そんな期待を、少しながら持ってしまう自分が
嫌になり…彼には
勘付かれないようにした。

そうすると自然にメッセージも減り
何故か私の中の空虚感も大きくなった。

例え一目だけでも
会えたら嬉しいと思っていたのに…。

メッセージも減り
私は時間を持て余し始めた。

いつもの、この時間なら彼と他愛ない話を
やり取りしていたのに。

自然と不安が込み上げてきて
会える事が喜びより不安に変わり始めた。



そんなある日。

彼のSNSを覗くと少し意味深な事が
ハッシュタグに書き込まれていた。

「片思いの時もありますが。
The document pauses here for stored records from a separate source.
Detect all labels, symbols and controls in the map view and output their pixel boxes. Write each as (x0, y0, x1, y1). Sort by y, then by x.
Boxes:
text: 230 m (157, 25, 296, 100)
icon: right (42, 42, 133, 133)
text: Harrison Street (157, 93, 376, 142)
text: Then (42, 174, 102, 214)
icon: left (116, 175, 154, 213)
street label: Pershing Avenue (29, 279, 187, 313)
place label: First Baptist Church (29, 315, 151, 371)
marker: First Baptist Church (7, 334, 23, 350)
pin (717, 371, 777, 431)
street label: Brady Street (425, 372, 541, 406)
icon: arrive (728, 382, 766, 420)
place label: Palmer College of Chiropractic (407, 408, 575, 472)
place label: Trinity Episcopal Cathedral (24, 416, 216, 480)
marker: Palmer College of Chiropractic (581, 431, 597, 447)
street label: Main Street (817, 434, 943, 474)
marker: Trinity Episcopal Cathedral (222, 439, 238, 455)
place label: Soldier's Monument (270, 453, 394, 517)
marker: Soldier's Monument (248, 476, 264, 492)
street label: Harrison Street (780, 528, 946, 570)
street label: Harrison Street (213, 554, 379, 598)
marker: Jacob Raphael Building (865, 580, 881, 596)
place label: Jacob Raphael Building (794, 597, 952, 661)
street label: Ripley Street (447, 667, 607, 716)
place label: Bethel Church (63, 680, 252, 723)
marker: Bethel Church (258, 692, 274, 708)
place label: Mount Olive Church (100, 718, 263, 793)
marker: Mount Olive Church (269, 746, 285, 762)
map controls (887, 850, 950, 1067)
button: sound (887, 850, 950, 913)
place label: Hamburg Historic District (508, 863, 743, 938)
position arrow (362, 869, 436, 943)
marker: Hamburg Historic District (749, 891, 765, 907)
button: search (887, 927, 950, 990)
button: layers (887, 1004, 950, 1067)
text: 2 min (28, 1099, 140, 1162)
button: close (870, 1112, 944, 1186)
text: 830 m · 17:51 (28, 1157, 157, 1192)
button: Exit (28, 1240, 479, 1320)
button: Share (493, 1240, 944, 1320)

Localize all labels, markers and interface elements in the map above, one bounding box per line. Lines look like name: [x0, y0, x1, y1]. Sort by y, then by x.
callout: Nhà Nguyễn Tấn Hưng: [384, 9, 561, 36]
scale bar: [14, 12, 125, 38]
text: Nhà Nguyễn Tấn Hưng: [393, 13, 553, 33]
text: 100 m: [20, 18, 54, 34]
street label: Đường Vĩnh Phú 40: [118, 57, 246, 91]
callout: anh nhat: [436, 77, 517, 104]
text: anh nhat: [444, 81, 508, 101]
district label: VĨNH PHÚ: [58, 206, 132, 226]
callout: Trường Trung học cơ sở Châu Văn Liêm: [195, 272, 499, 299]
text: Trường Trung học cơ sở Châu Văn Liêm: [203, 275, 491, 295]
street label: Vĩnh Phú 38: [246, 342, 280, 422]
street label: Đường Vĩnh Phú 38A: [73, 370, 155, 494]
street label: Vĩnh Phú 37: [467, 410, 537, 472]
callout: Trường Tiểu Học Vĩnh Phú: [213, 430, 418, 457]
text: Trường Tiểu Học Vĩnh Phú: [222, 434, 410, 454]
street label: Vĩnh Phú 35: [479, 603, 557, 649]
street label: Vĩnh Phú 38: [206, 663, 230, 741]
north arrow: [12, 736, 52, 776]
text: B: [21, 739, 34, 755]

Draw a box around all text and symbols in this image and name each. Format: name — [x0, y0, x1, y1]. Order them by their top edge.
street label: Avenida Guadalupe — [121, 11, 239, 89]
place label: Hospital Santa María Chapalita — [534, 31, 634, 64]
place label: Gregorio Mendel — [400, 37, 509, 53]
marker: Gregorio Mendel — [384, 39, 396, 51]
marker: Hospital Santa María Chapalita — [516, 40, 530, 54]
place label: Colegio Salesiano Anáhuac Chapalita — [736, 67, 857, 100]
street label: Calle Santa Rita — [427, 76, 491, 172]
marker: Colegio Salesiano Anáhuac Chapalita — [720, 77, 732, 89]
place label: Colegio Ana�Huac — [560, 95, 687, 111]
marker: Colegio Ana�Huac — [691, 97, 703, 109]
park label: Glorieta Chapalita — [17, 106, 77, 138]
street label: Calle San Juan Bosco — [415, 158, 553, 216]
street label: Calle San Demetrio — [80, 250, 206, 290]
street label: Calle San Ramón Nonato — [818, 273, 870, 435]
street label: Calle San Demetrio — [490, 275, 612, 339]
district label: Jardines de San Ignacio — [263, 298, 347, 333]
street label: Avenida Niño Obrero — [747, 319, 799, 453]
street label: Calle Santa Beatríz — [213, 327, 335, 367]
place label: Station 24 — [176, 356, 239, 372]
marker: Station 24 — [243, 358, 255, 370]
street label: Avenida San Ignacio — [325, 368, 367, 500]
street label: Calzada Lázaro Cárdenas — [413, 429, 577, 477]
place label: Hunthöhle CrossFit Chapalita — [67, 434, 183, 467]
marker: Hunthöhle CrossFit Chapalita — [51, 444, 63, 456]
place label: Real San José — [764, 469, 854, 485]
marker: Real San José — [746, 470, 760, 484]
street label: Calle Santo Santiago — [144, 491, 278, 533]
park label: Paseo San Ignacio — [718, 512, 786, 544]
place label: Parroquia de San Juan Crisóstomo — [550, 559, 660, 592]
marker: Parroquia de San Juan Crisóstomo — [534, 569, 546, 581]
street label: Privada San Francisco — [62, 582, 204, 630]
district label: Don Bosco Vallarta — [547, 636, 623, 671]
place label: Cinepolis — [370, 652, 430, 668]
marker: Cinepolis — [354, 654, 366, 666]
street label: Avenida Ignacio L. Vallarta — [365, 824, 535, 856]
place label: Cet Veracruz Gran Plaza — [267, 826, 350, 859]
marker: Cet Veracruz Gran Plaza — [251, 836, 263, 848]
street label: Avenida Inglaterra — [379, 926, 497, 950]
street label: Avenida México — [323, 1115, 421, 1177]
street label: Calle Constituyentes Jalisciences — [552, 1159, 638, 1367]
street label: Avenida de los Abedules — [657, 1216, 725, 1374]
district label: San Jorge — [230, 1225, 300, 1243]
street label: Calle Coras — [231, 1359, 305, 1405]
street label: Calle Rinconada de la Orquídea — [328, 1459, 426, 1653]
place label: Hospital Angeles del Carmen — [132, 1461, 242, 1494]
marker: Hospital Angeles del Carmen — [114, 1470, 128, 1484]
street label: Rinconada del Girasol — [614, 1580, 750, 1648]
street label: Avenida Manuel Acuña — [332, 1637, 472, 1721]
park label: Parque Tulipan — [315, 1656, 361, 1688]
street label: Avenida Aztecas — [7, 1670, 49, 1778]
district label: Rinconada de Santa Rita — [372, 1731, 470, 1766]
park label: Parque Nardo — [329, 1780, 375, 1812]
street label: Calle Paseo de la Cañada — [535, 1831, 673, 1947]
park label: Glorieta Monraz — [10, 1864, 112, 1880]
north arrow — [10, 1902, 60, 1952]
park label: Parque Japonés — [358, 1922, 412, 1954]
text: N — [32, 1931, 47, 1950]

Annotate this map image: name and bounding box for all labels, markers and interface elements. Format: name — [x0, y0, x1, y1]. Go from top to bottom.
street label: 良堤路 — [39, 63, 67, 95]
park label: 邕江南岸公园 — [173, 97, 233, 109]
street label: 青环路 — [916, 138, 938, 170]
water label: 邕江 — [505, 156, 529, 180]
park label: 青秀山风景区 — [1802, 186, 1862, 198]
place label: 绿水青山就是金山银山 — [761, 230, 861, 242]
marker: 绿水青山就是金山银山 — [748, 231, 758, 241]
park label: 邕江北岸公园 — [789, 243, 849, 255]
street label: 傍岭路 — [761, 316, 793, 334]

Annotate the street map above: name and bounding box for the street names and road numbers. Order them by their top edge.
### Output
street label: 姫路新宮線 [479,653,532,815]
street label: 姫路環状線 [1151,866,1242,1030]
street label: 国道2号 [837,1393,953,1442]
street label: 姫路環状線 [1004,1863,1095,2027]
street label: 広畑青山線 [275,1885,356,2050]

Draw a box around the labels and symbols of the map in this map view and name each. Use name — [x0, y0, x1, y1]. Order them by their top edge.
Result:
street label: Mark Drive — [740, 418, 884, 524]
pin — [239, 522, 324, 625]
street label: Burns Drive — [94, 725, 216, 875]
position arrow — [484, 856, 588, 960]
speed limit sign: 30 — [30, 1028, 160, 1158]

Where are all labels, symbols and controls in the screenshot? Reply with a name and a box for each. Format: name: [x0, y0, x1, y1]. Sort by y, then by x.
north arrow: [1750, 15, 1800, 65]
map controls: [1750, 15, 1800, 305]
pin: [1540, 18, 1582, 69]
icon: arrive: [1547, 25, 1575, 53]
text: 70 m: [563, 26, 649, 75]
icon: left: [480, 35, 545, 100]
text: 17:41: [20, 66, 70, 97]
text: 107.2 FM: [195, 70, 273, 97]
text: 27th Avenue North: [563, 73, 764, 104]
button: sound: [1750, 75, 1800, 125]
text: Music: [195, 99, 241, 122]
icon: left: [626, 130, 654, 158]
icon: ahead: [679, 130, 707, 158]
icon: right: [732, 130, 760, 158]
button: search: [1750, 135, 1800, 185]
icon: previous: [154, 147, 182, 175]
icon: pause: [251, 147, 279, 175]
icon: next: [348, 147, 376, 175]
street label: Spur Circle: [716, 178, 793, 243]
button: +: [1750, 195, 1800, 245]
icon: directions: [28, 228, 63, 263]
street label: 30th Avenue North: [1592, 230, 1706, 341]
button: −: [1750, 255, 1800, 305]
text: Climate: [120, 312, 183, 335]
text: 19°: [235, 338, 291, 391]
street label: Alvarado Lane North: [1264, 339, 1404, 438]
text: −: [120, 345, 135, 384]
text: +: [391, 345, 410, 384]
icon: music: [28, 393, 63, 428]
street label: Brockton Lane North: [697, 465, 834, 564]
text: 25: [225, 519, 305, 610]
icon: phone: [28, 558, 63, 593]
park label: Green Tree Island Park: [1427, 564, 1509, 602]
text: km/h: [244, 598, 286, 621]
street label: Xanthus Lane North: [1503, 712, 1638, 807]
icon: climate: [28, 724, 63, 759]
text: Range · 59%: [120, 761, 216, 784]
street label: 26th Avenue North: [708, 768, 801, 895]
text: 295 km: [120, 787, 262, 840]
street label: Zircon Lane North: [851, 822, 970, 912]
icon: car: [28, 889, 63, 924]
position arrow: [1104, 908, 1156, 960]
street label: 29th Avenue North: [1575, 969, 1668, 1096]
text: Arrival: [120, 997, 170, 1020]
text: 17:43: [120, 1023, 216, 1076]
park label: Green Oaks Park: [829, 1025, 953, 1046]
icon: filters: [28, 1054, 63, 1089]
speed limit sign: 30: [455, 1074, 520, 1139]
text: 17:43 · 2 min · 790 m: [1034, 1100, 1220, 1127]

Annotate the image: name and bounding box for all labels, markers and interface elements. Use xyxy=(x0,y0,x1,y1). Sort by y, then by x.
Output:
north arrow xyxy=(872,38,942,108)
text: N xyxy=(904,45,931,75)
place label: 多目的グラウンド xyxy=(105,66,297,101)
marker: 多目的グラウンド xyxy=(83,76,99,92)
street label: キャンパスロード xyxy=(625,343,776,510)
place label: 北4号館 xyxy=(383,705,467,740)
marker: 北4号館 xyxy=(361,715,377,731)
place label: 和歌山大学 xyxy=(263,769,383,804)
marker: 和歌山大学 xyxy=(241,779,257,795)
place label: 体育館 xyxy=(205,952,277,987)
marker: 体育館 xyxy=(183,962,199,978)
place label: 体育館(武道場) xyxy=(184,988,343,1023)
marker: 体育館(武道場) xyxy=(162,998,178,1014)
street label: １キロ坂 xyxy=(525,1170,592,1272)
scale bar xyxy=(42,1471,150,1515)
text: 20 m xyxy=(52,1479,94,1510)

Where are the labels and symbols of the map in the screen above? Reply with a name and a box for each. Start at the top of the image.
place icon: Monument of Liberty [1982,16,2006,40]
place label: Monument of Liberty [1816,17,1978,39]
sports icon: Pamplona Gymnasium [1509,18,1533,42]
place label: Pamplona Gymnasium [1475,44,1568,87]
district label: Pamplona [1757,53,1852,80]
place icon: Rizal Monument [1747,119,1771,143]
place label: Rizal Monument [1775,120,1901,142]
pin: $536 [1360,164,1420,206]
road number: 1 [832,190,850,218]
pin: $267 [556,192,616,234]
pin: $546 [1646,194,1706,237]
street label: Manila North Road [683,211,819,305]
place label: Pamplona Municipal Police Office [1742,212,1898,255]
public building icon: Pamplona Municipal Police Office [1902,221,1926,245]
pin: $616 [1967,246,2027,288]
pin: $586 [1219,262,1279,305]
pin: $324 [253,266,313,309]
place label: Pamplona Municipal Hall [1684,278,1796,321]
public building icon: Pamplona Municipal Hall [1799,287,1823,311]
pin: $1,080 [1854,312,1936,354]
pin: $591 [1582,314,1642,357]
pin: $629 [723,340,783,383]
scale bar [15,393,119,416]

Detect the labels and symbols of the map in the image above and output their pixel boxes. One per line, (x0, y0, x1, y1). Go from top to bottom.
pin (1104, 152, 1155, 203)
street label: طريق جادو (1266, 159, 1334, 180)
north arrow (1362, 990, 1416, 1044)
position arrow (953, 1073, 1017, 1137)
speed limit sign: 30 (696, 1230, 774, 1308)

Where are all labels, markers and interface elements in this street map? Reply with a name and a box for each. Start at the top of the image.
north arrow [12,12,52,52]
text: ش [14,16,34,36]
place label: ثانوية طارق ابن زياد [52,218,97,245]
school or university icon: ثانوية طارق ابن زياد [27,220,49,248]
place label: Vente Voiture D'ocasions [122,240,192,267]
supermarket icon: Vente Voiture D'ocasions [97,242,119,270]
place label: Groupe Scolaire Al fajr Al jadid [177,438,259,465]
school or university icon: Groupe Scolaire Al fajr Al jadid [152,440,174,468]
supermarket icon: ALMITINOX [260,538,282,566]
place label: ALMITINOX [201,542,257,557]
」
「あなたの目に僕は写っていますか。」

ただの短文なのに、私は深く落ち込んだ。

彼の交友関係やSNS関係は
出来るだけ見ないようにしていたのに
「片思い」や「あなたの目」の一言だけが
私の胸に突き刺さり、やり場のない感情が芽生えた。

その日から、私は平常心を保てなくなり
彼とのメッセージも返事を
少し曖昧に濁したり…
「好き」のアピールも減らした。

元々、彼は既婚者。
所詮、遊びなのだ。

身体の関係さえ持っては無いものの
手に入らない物ねだりな程
私は彼に溺れていた。

そこに、ふと現実が見えただけ。

ただ…それだけの事。
なのに、私は急に生きづらくなった。

誰にも言えない恋心にそっと蓋をかぶせるように
彼とも距離を開けようとしていた。

彼も気付いているのか
いつもよりドライな会話しか来ない。

元々、私からのメッセージに答える感じで
会話が始まるのだけれど…
私からメッセージを始めないと
会話が完全に始まらなくなった。

彼が元々コミュニケーションを取る事が
苦手なのも知ってはいるが
私は私からメッセージをスタートさせないように
自分にブレーキをかけてしまっている。

…どうすれば?

自問自答を繰り返し
私は彼と会う事すら疑問を感じはじめたのは
密会3日前の出来事。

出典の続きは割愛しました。